Voters in Timnath have boxed Topgolf out of their fast-growing town, voting overwhelmingly Tuesday to ban the type of tall fences the company needs for its high-tech driving range.
By a more than two-to-one margin, voters in this Larimer County town approved in a special election Ballot Issue 1A, which will prohibit fences that exceed 65 feet in height. Topgolf, which has three Colorado locations, erects mesh fences more than 100 feet tall at its facilities to catch balls launched by customers swinging away in an array of hitting bays.
“We are pleased that the citizens of Timnath have spoken and have determined that development in the town of Timnath needs to be aligned with our existing land use codes and the adopted 2020 comprehensive plan,” said Bill Jenkins, who helped lead the campaign against Topgolf.

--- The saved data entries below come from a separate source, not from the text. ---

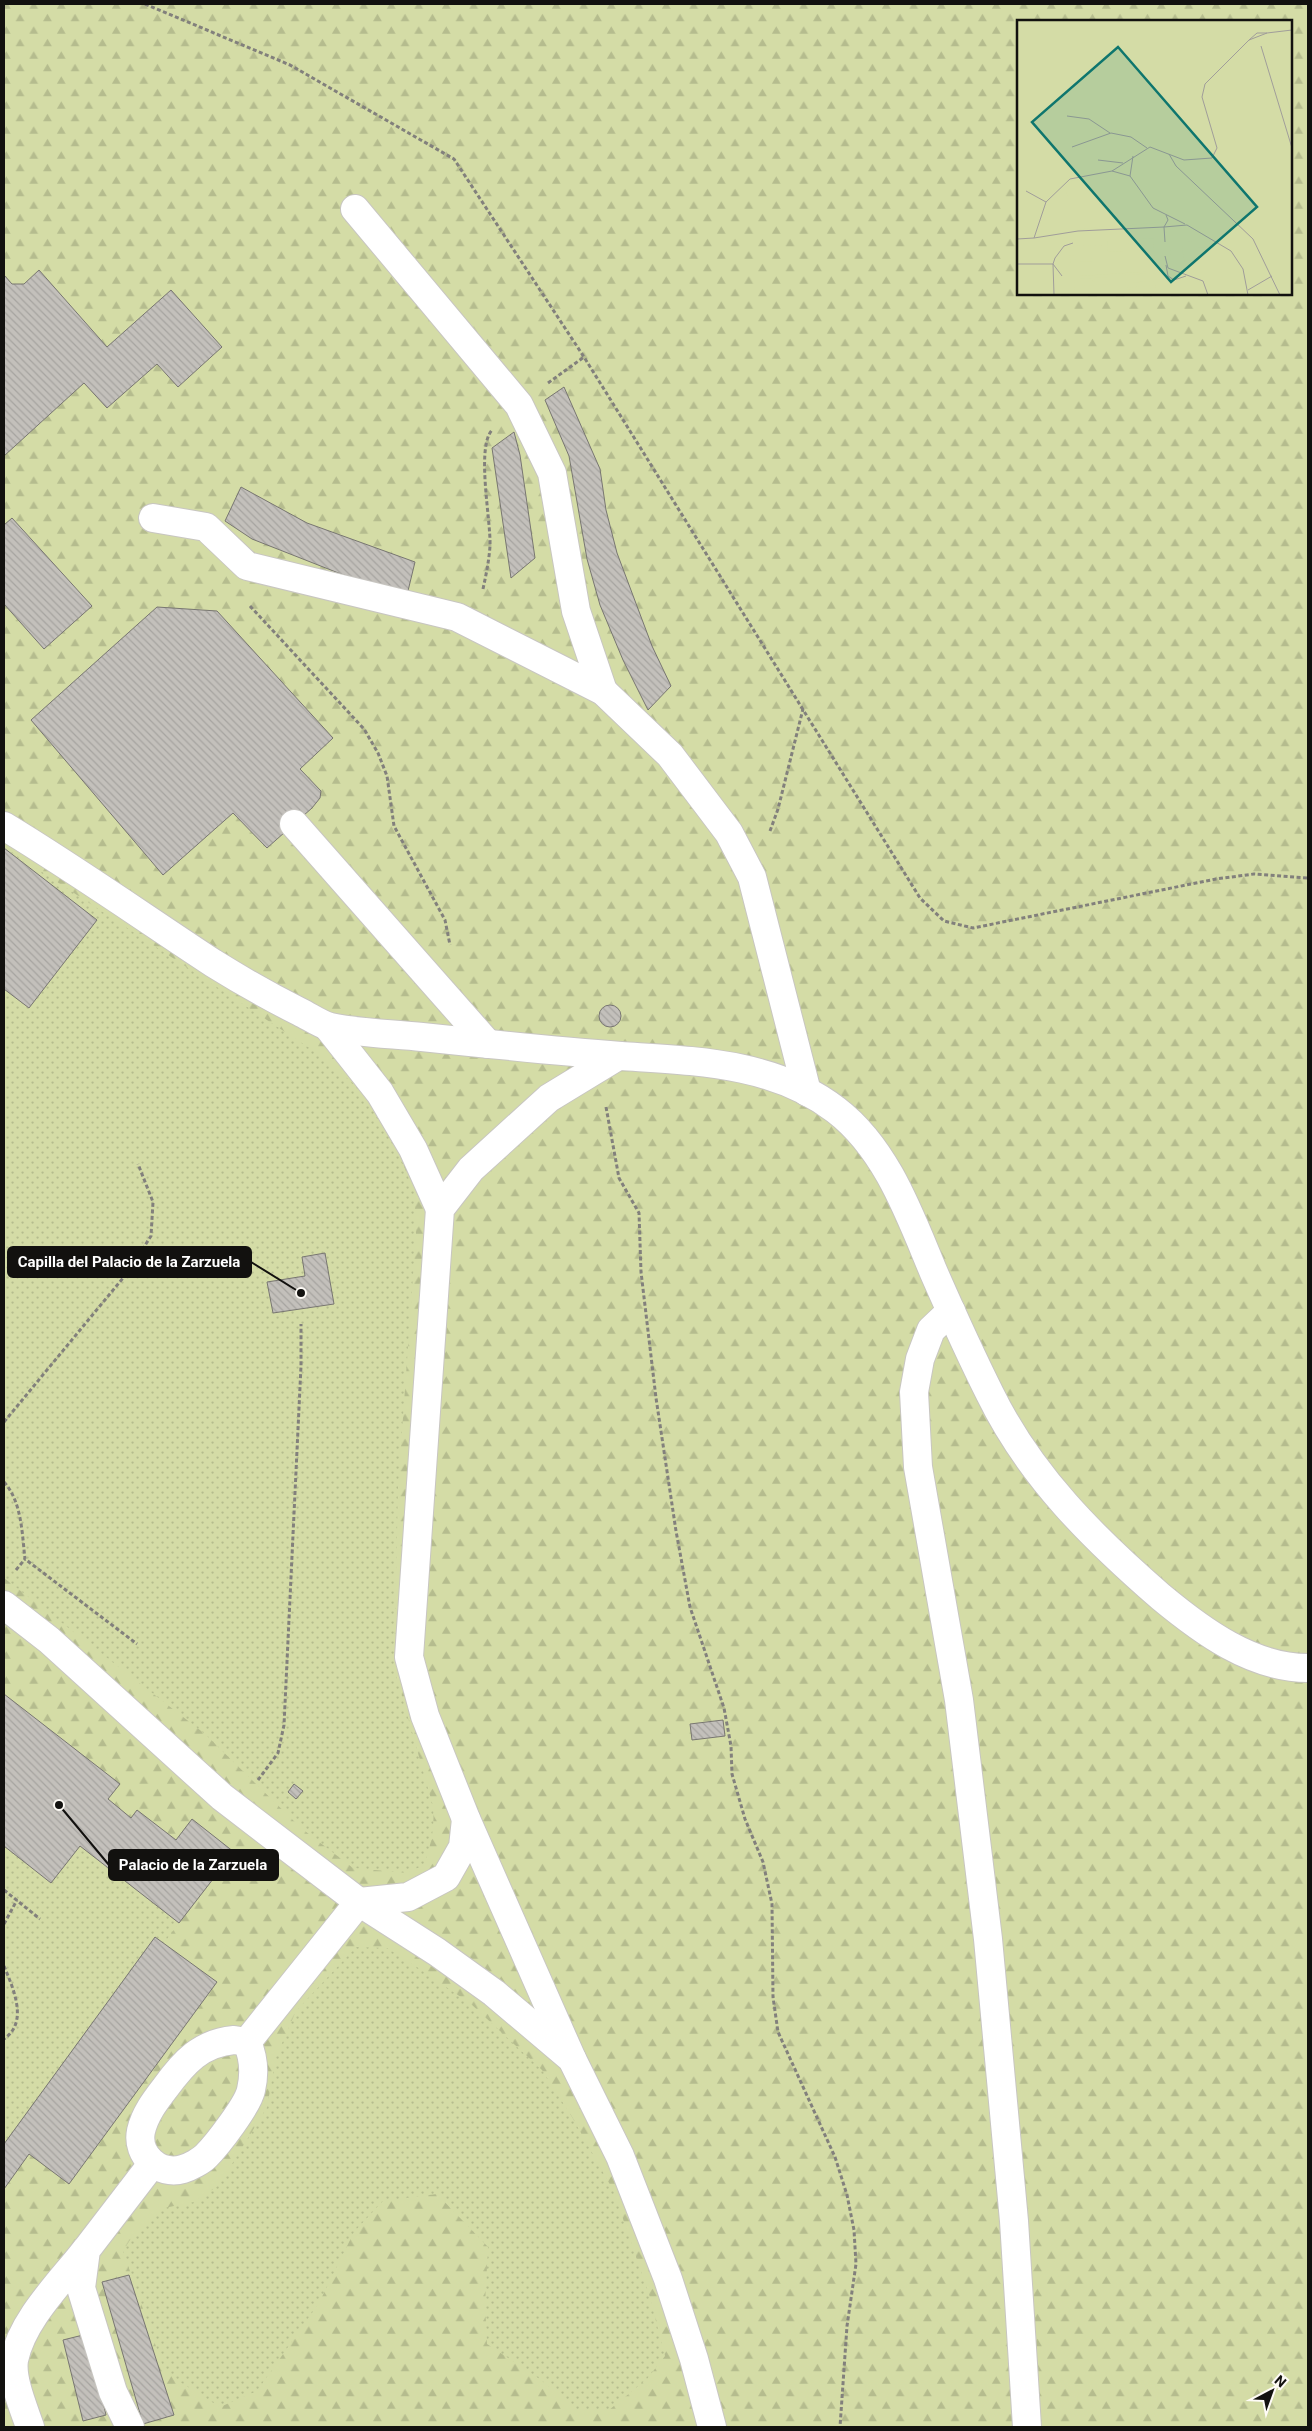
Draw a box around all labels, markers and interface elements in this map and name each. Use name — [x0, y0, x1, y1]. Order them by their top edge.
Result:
inset map — [1017, 20, 1292, 295]
callout: Capilla del Palacio de la Zarzuela — [8, 1247, 251, 1277]
text: Capilla del Palacio de la Zarzuela — [18, 1253, 240, 1271]
callout: Palacio de la Zarzuela — [109, 1850, 278, 1880]
text: Palacio de la Zarzuela — [119, 1856, 267, 1874]
north arrow — [1247, 2366, 1297, 2416]
text: N — [1272, 2372, 1290, 2390]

A sizable group of residents started a campaign against the facility earlier this year, citing the nets at Topgolf as a potential hazard to birds as they move through the Cache la Poudre River National Heritage Area, which runs for 45 miles from the edge of the Roosevelt National Forest in Larimer County to the river’s confluence with the South Platte River near Greeley.
According to an avian risk report published last year, 240 species of resident and migrating birds use the nearby Fossil Creek Reservoir, including bald eagles, great blue herons, ducks, geese, swans and cranes.
Instances of birds flying into and getting hung up in Topgolf’s nets have occurred across the country, including an osprey that died after getting caught in a Topgolf net in Myrtle Beach, S.C. in 2019. Earlier this year, a hawk was rescued after getting tangled at an Orlando Topgolf.
The Topgolf facility was proposed as part of a 240-acre mixed-use project planned for the southeast corner of East Harmony Road and Interstate 25, called Pradera. Project spokeswoman Mishelle Baun said Wednesday that “Timnath voters have spoken at the ballot box.”
“The Ladera team will abide by the vote and proceed with developing this unique project,” she said. “Our belief in this project has not changed.”
Timnath, 20 miles southeast of Fort Collins in the fast-growing northern I-25 corridor, has exploded in population in recent years, growing from just hundreds of residents less than a decade ago to more than 8,000 today.